*Materials provided*:
○ ○ ○ ○ ○

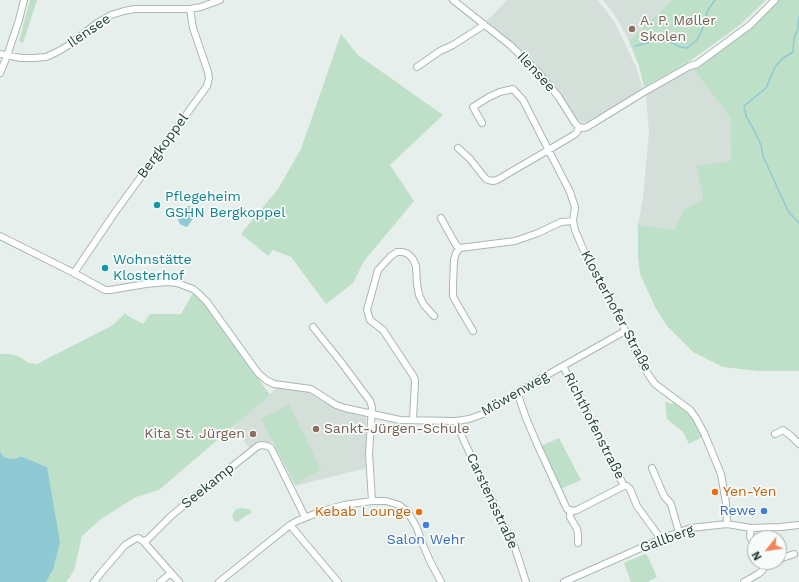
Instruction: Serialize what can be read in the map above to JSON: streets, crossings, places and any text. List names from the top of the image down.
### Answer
{
  "streets": {
    "street": [
      "Ilensee",
      "Bergkoppel",
      "Klosterhofer Straße",
      "Möwenweg",
      "Richthofenstraße",
      "Seekamp",
      "Carstensstraße",
      "Gallberg"
    ]
  },
  "crossings": [
    ["Ilensee", "Bergkoppel"],
    ["Bergkoppel", "Möwenweg"],
    ["Klosterhofer Straße", "Möwenweg"],
    ["Klosterhofer Straße", "Gallberg"],
    ["Möwenweg", "Richthofenstraße"],
    ["Möwenweg", "Carstensstraße"],
    ["Richthofenstraße", "Gallberg"]
  ],
  "places": [
    "A. P. Møller Skolen",
    "Pflegeheim GSHN Bergkoppel",
    "Wohnstätte Klosterhof",
    "Sankt-Jürgen-Schule",
    "Kita St. Jürgen",
    "Yen-Yen",
    "Rewe",
    "Kebab Lounge",
    "Salon Wehr"
  ],
  "north": "bottom left"
}
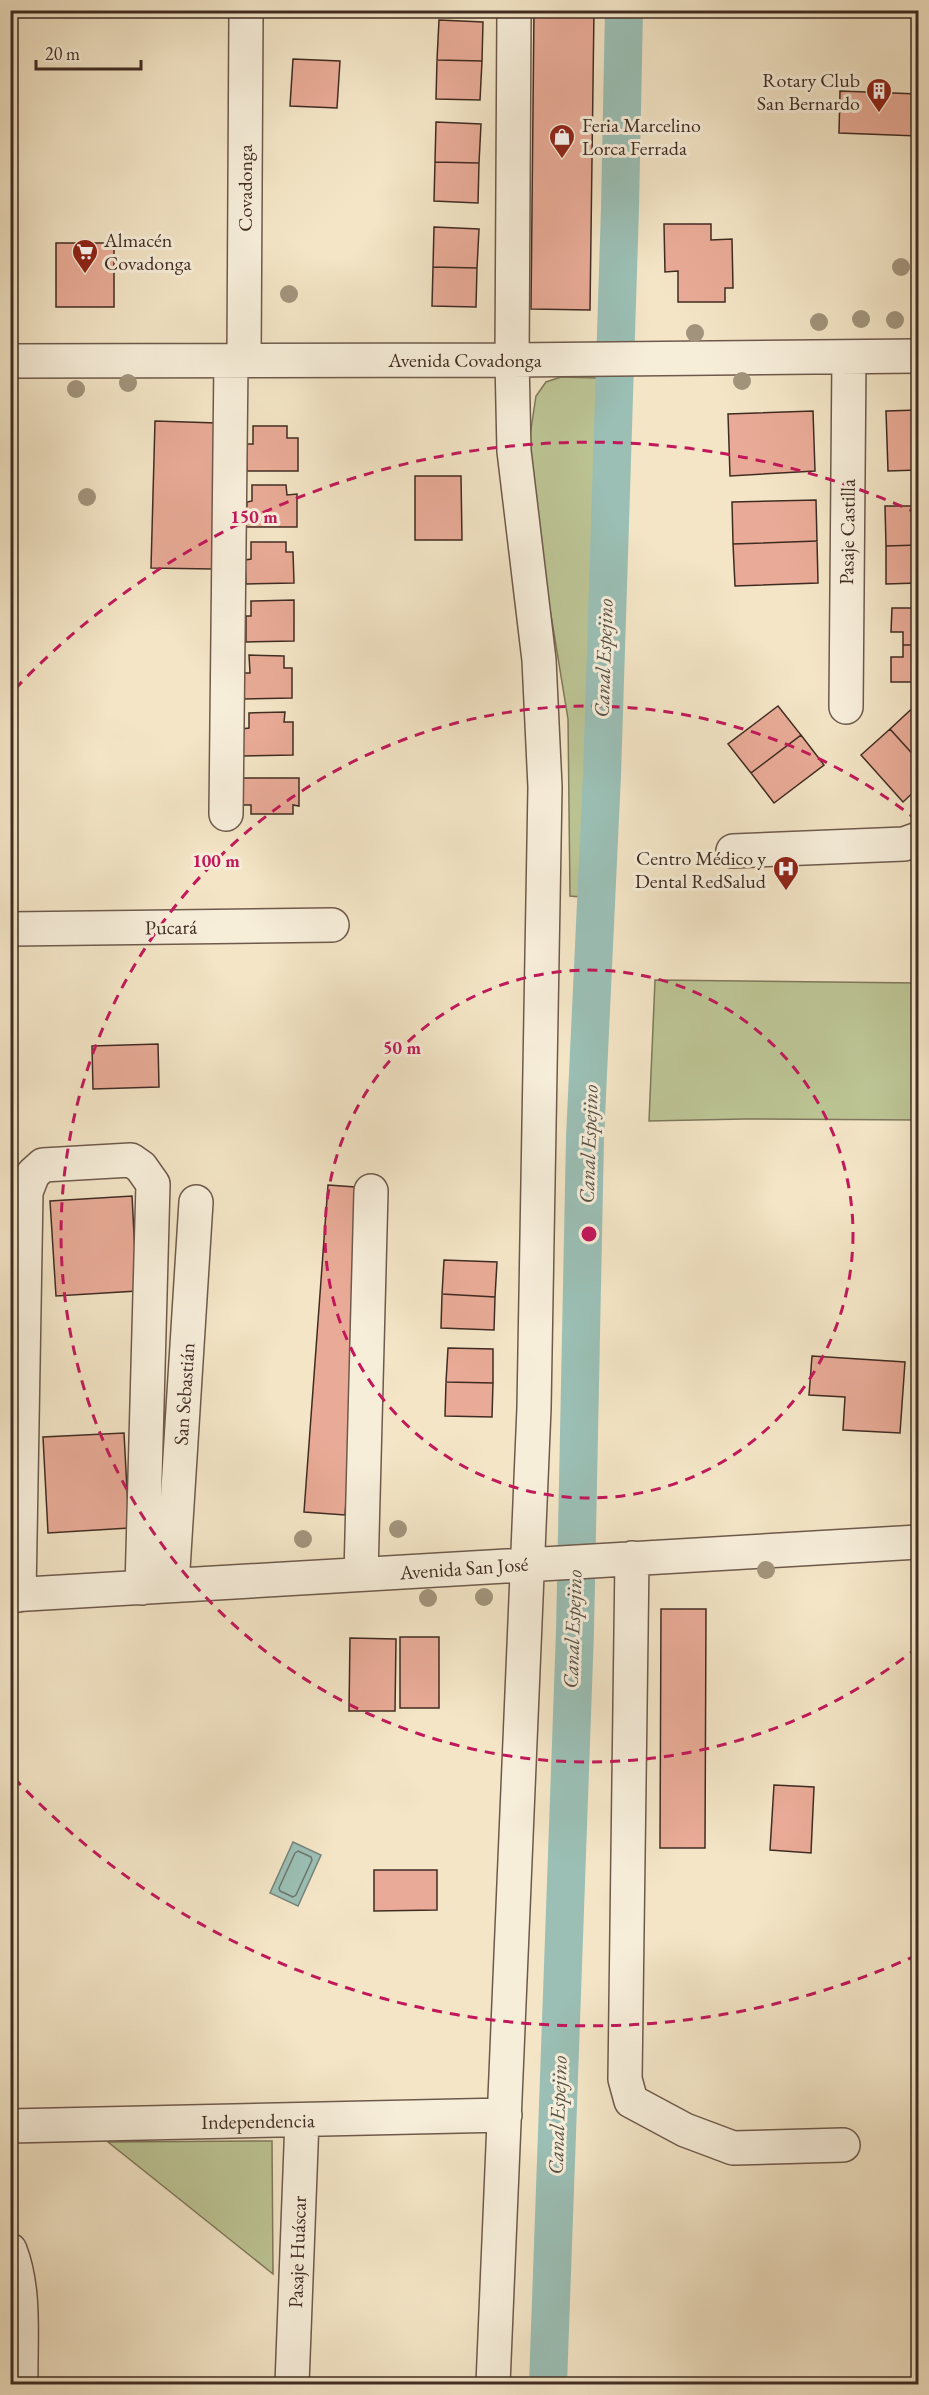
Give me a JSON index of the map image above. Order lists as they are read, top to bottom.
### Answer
{
  "streets": {
    "street": [
      "Covadonga",
      "Avenida Covadonga",
      "Pasaje Castilla",
      "Pucará",
      "San Sebastián",
      "Avenida San José",
      "Independencia",
      "Pasaje Huáscar"
    ]
  },
  "crossings": [
    ["Covadonga", "Avenida Covadonga"],
    ["Avenida Covadonga", "Pasaje Castilla"],
    ["San Sebastián", "Avenida San José"],
    ["Independencia", "Pasaje Huáscar"]
  ],
  "water": ["Canal Espejino"],
  "places": {
    "building": ["Rotary Club San Bernardo"],
    "shop": ["Feria Marcelino Lorca Ferrada"],
    "supermarket": ["Almacén Covadonga"],
    "hospital": ["Centro Médico y Dental RedSalud"]
  },
  "scale_bar": "20 m",
  "rings": ["150 m", "100 m", "50 m"]
}
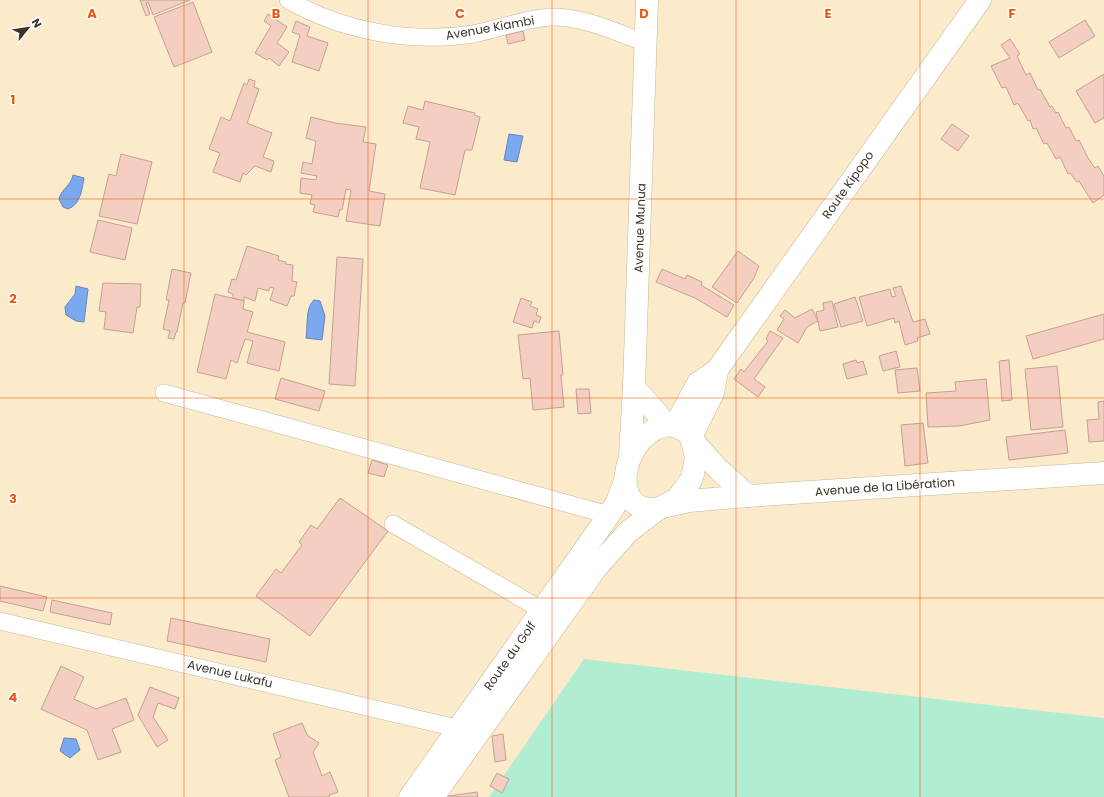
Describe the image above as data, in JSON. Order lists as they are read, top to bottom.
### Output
{
  "streets": {
    "main road": [
      "Route Kipopo",
      "Avenue Munua",
      "Avenue de la Libération",
      "Route du Golf"
    ],
    "street": ["Avenue Kiambi", "Avenue Lukafu"]
  },
  "crossings": [
    ["Avenue Kiambi", "Avenue Munua"],
    ["Route Kipopo", "Avenue Munua"],
    ["Route Kipopo", "Avenue de la Libération"],
    ["Avenue Munua", "Avenue de la Libération"],
    ["Route du Golf", "Avenue Lukafu"]
  ],
  "north": "top right",
  "grid": {
    "columns": [
      "A",
      "B",
      "C",
      "D",
      "E",
      "F"
    ],
    "rows": [
      "1",
      "2",
      "3",
      "4"
    ]
  }
}
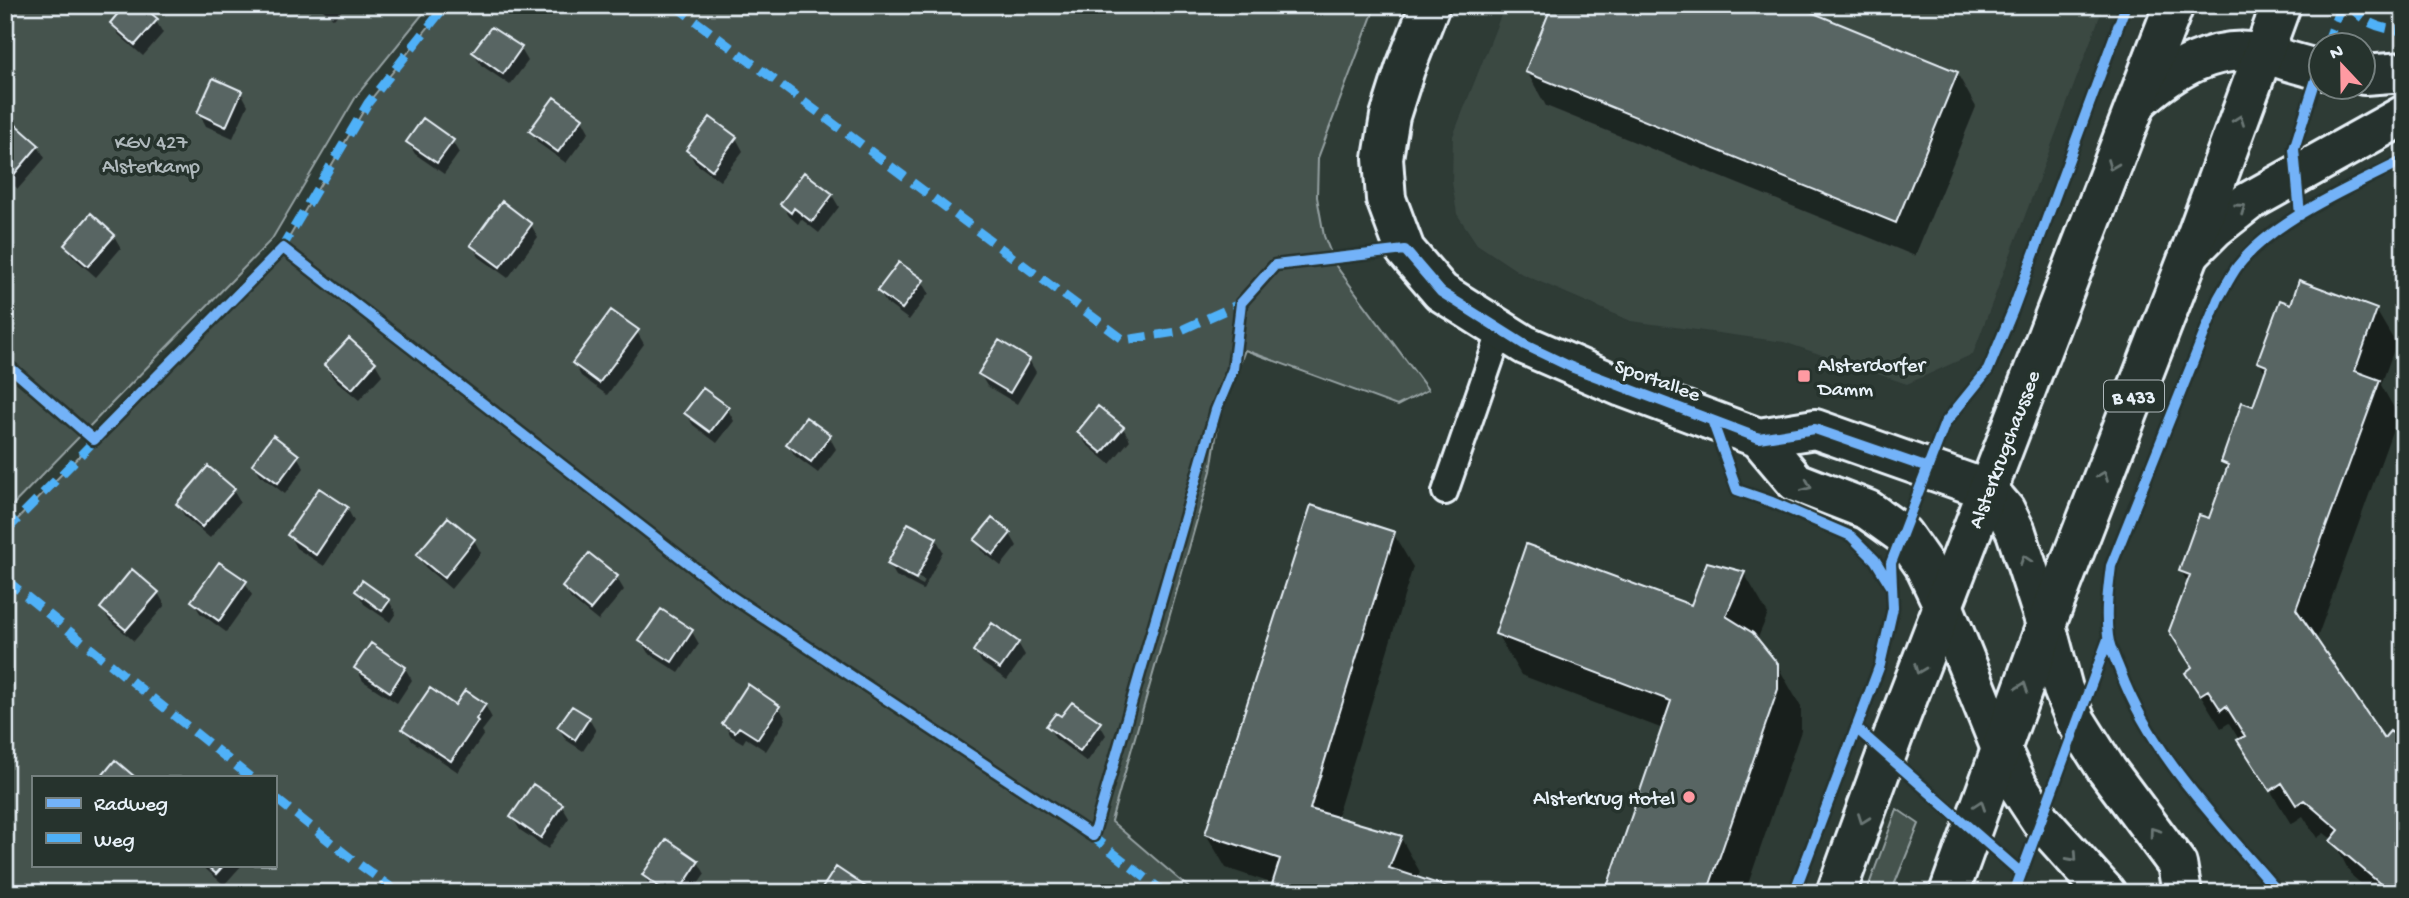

○ ○ ○ ○ ○

If a line in the data above contains "Carstensstraße", return that line.

      "Carstensstraße",
    ["Möwenweg", "Carstensstraße"],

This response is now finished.